FIG. 1 provides a simple block diagram of a standard high volume (SHV) symmetric multiprocessing (SMP) computer system employing currently available commodity components. The design shown employs Intel Pentium.RTM. Pro.TM. processors and a high-performance bus and chipset, such as an Intel processor bus and 8245GX chipset, respectively, that are intended to be the SHV companions of the Pentium.RTM. Pro processor.

The system as shown in FIG. 1 includes up to four processors 101 connected to a high-bandwidth split-transaction bus 103. A system memory 105 is connected to bus 103 through a memory controller chipset 107. Connection to standard PCI devices, not shown, is provided through PCI I/O interfaces 109. As stated above, all of these components are currently available commodity components. The characteristics of the SHV architecture shown in FIG. 1 include:

Support for up to four processors 101 and two PCI interfaces 107 on a single bus 103.

A high-performance bus topology operating at 66 Mhz with a 64 bit datapath, and capable of a sustained data transfer rate of 533 MB/s.

A memory controller 107 consisting of two chips 111 and 113 which present two loads to bus 103.

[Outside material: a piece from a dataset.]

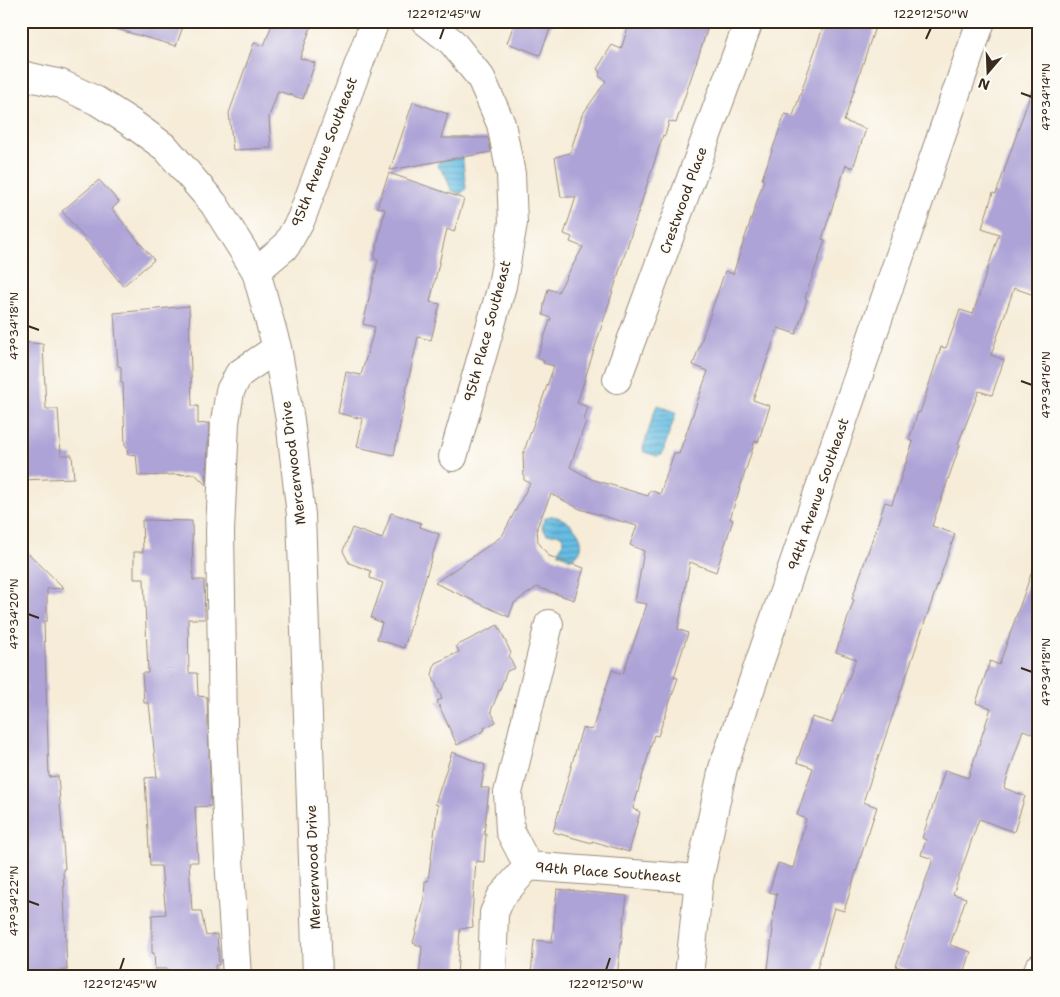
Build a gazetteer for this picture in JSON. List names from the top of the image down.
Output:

processor bus-to-PCI I/O bridges (IOBs) 109 that will peak at a data transfer rate of 132 MB/s with a sustained data transfer rate of about 80 MB/s.

The architecture shown in FIG. 1, constructed of commodity components, simplifies the design of reasonably powerful multiprocessor system having up to four processors. However, the Pentium.RTM. Pro processor/processor bus architecture described above does not permit expansion beyond four processors. Other improvements to the system thus far described are also possible.

OBJECTS OF THE INVENTION

It is therefore an object of the present invention to provide a new and useful symmetric multiprocessor system constructed from industry standard commodity components.

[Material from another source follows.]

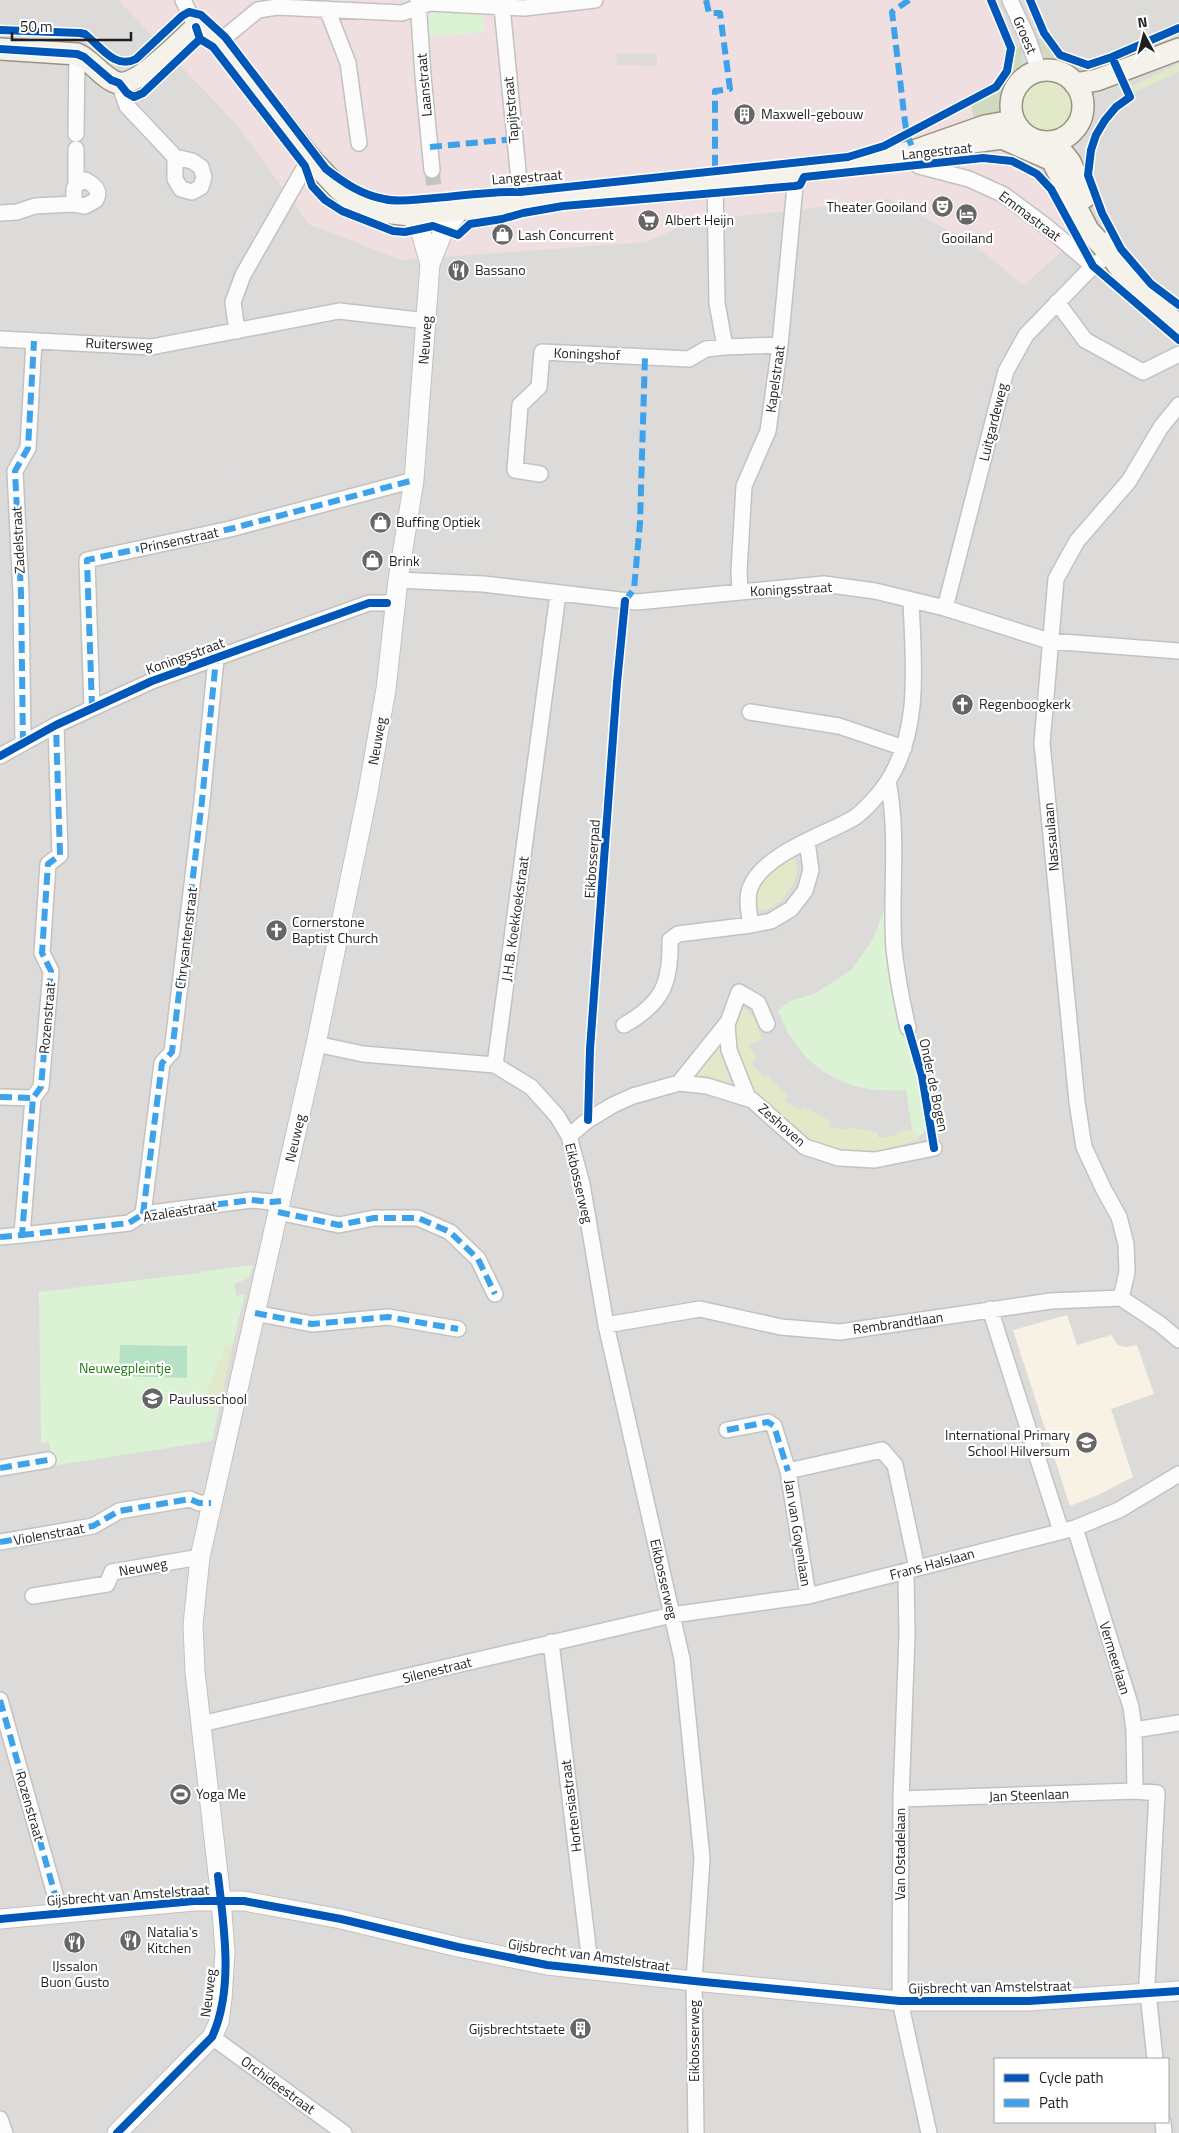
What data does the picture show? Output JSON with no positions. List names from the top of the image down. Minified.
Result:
{"streets":{"main road":["Langestraat","Emmastraat"],"street":["Groest","Laanstraat","Tapijtstraat","Neuweg","Ruitersweg","Koningshof","Kapelstraat","Luitgardeweg","Zadelstraat","Prinsenstraat","Koningsstraat","Nassaulaan","J.H.B. Koekkoekstraat","Chrysantenstraat","Rozenstraat","Onder de Bogen","Zeshoven","Eikbosserweg","Azaleastraat","Rembrandtlaan","Jan van Goyenlaan","Violenstraat","Frans Halslaan","Vermeerlaan","Silenestraat","Jan Steenlaan","Hortensiastraat","Van Ostadelaan","Gijsbrecht van Amstelstraat","Orchideestraat"],"cycle path":["Eikbosserpad"]},"crossings":[["Groest","Langestraat"],["Groest","Emmastraat"],["Tapijtstraat","Langestraat"],["Langestraat","Emmastraat"],["Langestraat","Neuweg"],["Langestraat","Kapelstraat"],["Emmastraat","Luitgardeweg"],["Neuweg","Ruitersweg"],["Neuweg","Prinsenstraat"],["Neuweg","Koningsstraat"],["Neuweg","Azaleastraat"],["Neuweg","Violenstraat"],["Neuweg","Silenestraat"],["Neuweg","Gijsbrecht van Amstelstraat"],["Neuweg","Orchideestraat"],["Ruitersweg","Zadelstraat"],["Koningshof","Kapelstraat"],["Kapelstraat","Koningsstraat"],["Luitgardeweg","Koningsstraat"],["Zadelstraat","Koningsstraat"],["Prinsenstraat","Koningsstraat"],["Koningsstraat","Nassaulaan"],["Koningsstraat","J.H.B. Koekkoekstraat"],["Koningsstraat","Chrysantenstraat"],["Koningsstraat","Rozenstraat"],["Nassaulaan","Rembrandtlaan"],["J.H.B. Koekkoekstraat","Eikbosserweg"],["Chrysantenstraat","Azaleastraat"],["Rozenstraat","Azaleastraat"],["Rozenstraat","Gijsbrecht van Amstelstraat"],["Zeshoven","Eikbosserweg"],["Eikbosserweg","Rembrandtlaan"],["Eikbosserweg","Frans Halslaan"],["Eikbosserweg","Silenestraat"],["Eikbosserweg","Gijsbrecht van Amstelstraat"],["Rembrandtlaan","Vermeerlaan"],["Jan van Goyenlaan","Frans Halslaan"],["Jan van Goyenlaan","Van Ostadelaan"],["Frans Halslaan","Vermeerlaan"],["Frans Halslaan","Silenestraat"],["Frans Halslaan","Van Ostadelaan"],["Vermeerlaan","Jan Steenlaan"],["Silenestraat","Hortensiastraat"],["Jan Steenlaan","Van Ostadelaan"],["Jan Steenlaan","Gijsbrecht van Amstelstraat"],["Hortensiastraat","Gijsbrecht van Amstelstraat"],["Van Ostadelaan","Gijsbrecht van Amstelstraat"]],"parks":["Neuwegpleintje"],"places":{"building":["Maxwell-gebouw","Gijsbrechtstaete"],"theatre":["Theater Gooiland"],"hotel":["Gooiland"],"supermarket":["Albert Heijn"],"shop":["Lash Concurrent","Buffing Optiek","Brink"],"restaurant":["Bassano","Natalia's Kitchen","IJssalon Buon Gusto"],"church":["Regenboogkerk","Cornerstone Baptist Church"],"school or university":["Paulusschool","International Primary School Hilversum"],"sports":["Yoga Me"]},"legend":["Cycle path","Path"],"scale_bar":"50 m","north":"top"}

It is another object of the present invention to provide such a system which provides support for up to eight or more processors.

It is yet another object of the present invention to provide a new and useful multiple bus symmetric multiprocessor system constructed from industry standard commodity components offering improved performance over existing single bus systems.

It is still a further object of the present invention to provide such a system which provides a first bus for processor to memory transactions and a separate bus for I/O transactions.

SUMMARY OF THE INVENTION

There is provided, in accordance with the present invention, a symmetric multiprocessor system constructed from industry standard commodity components together with an advanced dual-ported memory controller. The multiprocessor system comprises a snooped processor bus; at least one processor connected to the processor bus; an I/O bus; a system memory; and a dual-ported memory controller connected to the system memory, the dual ported memory controller having a first port connected to the processor bus to manage processor to system memory transactions and a second port connected to the I/O bus to manage I/O transactions.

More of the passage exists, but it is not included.